Stored data entries:
*** Block opens ***
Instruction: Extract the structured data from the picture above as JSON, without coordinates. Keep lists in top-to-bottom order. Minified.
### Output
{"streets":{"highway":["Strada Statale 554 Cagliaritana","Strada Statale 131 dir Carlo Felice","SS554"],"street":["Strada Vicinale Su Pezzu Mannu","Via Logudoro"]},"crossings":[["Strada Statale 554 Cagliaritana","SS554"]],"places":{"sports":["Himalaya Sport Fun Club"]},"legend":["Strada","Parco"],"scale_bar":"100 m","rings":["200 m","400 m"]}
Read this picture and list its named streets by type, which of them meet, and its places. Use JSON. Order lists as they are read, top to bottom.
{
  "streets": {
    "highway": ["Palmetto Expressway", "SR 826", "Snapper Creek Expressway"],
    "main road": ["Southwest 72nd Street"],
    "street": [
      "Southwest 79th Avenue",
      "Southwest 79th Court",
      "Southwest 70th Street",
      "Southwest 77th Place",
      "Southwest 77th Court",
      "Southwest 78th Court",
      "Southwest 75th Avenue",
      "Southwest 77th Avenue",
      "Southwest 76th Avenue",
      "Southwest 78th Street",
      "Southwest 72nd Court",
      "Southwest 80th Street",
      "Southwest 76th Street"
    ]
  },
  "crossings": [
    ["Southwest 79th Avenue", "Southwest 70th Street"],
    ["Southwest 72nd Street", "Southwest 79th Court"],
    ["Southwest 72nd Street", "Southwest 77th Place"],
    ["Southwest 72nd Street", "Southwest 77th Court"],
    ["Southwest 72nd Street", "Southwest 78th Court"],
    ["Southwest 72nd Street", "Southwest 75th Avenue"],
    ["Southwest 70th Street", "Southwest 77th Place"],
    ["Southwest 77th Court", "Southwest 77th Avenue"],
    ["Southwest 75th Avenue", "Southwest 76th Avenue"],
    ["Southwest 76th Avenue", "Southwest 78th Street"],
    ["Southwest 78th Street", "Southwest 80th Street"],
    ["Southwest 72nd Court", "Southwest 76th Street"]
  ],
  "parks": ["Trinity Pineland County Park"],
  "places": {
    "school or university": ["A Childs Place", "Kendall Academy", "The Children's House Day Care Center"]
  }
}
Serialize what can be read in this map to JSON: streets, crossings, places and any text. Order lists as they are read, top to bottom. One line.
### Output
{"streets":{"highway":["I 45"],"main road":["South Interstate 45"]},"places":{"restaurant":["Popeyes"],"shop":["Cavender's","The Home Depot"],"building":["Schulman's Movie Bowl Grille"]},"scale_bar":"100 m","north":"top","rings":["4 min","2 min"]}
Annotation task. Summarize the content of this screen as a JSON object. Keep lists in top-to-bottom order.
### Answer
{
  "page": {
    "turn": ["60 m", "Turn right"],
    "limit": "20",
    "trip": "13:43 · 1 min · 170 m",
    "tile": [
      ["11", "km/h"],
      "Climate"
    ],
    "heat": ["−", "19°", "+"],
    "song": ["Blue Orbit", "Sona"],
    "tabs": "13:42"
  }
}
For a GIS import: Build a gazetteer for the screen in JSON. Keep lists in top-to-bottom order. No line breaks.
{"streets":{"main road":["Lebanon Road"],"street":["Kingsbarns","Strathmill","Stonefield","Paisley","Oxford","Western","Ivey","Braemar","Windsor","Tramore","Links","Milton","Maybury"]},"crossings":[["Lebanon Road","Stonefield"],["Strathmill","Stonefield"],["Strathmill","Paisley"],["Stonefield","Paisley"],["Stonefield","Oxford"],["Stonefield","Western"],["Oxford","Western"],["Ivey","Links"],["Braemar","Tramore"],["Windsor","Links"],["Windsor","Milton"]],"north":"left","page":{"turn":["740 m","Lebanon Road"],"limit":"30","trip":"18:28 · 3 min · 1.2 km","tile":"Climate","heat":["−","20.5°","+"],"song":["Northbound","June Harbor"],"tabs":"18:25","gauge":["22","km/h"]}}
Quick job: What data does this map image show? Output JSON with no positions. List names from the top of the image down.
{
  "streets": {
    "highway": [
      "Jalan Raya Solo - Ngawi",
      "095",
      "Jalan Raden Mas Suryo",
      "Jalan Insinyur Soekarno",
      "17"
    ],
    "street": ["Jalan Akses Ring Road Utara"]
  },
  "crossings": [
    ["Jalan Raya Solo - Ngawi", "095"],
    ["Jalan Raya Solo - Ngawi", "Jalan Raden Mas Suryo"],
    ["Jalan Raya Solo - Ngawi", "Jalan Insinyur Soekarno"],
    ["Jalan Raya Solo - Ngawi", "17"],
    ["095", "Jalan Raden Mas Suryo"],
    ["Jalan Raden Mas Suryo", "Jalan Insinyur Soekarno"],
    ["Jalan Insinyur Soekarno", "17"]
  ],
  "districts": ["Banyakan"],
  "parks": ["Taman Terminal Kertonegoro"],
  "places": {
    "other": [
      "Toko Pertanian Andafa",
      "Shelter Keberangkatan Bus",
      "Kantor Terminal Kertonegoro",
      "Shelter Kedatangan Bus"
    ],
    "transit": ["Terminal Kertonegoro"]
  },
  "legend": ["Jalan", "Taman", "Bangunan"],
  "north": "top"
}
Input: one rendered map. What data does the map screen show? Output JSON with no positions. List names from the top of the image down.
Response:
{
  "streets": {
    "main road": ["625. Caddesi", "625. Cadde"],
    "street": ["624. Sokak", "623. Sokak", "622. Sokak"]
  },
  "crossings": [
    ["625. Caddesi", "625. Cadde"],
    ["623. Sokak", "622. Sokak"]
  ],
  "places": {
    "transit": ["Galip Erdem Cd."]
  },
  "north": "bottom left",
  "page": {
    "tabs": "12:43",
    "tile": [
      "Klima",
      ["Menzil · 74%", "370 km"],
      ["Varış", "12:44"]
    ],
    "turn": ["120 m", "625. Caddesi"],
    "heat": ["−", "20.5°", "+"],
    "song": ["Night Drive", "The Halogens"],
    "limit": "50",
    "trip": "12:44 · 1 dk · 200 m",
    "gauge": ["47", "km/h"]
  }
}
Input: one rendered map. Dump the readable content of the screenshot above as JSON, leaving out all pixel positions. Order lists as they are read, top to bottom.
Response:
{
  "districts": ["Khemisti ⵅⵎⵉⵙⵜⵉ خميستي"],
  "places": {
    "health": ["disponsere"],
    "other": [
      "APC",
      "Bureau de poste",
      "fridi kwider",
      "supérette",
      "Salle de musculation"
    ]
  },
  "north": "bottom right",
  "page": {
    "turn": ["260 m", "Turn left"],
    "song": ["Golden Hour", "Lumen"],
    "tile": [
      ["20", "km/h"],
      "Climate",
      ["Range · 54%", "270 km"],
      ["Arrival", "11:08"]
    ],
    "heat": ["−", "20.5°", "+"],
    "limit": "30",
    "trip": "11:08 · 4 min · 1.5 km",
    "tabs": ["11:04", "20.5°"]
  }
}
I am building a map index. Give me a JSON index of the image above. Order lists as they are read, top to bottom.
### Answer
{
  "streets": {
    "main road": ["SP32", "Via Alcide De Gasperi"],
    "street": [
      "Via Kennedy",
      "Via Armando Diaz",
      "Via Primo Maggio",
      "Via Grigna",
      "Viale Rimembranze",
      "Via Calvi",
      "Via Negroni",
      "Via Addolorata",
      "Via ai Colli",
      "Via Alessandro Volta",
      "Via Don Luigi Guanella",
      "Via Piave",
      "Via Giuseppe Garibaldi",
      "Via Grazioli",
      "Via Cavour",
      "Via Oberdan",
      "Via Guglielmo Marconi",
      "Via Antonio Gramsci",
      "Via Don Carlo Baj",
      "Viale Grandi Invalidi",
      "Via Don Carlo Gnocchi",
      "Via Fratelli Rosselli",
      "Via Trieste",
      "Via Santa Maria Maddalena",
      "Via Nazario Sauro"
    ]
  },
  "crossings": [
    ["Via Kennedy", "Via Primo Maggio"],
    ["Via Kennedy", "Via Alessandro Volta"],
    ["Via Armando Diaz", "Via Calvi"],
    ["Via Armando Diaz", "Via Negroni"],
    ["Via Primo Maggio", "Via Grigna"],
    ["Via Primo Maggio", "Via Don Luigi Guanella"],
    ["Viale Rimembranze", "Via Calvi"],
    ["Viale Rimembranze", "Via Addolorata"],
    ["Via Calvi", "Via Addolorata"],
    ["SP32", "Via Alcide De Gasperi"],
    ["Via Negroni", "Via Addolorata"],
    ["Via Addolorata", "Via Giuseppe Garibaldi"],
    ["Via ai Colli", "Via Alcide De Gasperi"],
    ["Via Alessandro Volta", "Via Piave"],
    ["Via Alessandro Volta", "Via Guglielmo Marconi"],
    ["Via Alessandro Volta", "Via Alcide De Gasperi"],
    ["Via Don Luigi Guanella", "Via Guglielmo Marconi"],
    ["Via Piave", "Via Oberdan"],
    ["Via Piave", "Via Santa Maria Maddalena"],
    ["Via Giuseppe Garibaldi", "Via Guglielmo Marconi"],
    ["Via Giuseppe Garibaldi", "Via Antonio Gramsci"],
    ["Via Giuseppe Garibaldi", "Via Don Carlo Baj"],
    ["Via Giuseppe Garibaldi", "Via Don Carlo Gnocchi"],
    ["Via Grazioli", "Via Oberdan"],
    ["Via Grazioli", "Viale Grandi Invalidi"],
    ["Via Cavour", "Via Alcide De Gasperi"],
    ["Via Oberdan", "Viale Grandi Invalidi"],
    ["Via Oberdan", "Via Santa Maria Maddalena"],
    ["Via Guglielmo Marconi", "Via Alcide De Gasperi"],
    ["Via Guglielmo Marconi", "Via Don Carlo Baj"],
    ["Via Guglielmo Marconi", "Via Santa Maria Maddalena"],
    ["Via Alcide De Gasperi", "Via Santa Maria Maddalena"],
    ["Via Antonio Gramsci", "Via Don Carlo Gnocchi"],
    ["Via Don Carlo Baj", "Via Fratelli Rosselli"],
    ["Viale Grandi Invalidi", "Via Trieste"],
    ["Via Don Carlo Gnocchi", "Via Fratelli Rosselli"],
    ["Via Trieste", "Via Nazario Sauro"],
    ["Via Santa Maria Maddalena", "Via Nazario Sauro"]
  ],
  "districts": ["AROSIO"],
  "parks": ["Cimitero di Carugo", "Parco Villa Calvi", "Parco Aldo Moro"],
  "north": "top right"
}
*** Block closes ***
**YOUR ASSIGNMENT**
Lines holding "districts": please count them in the data above and reply with the number alone.

**SOLUTION**
3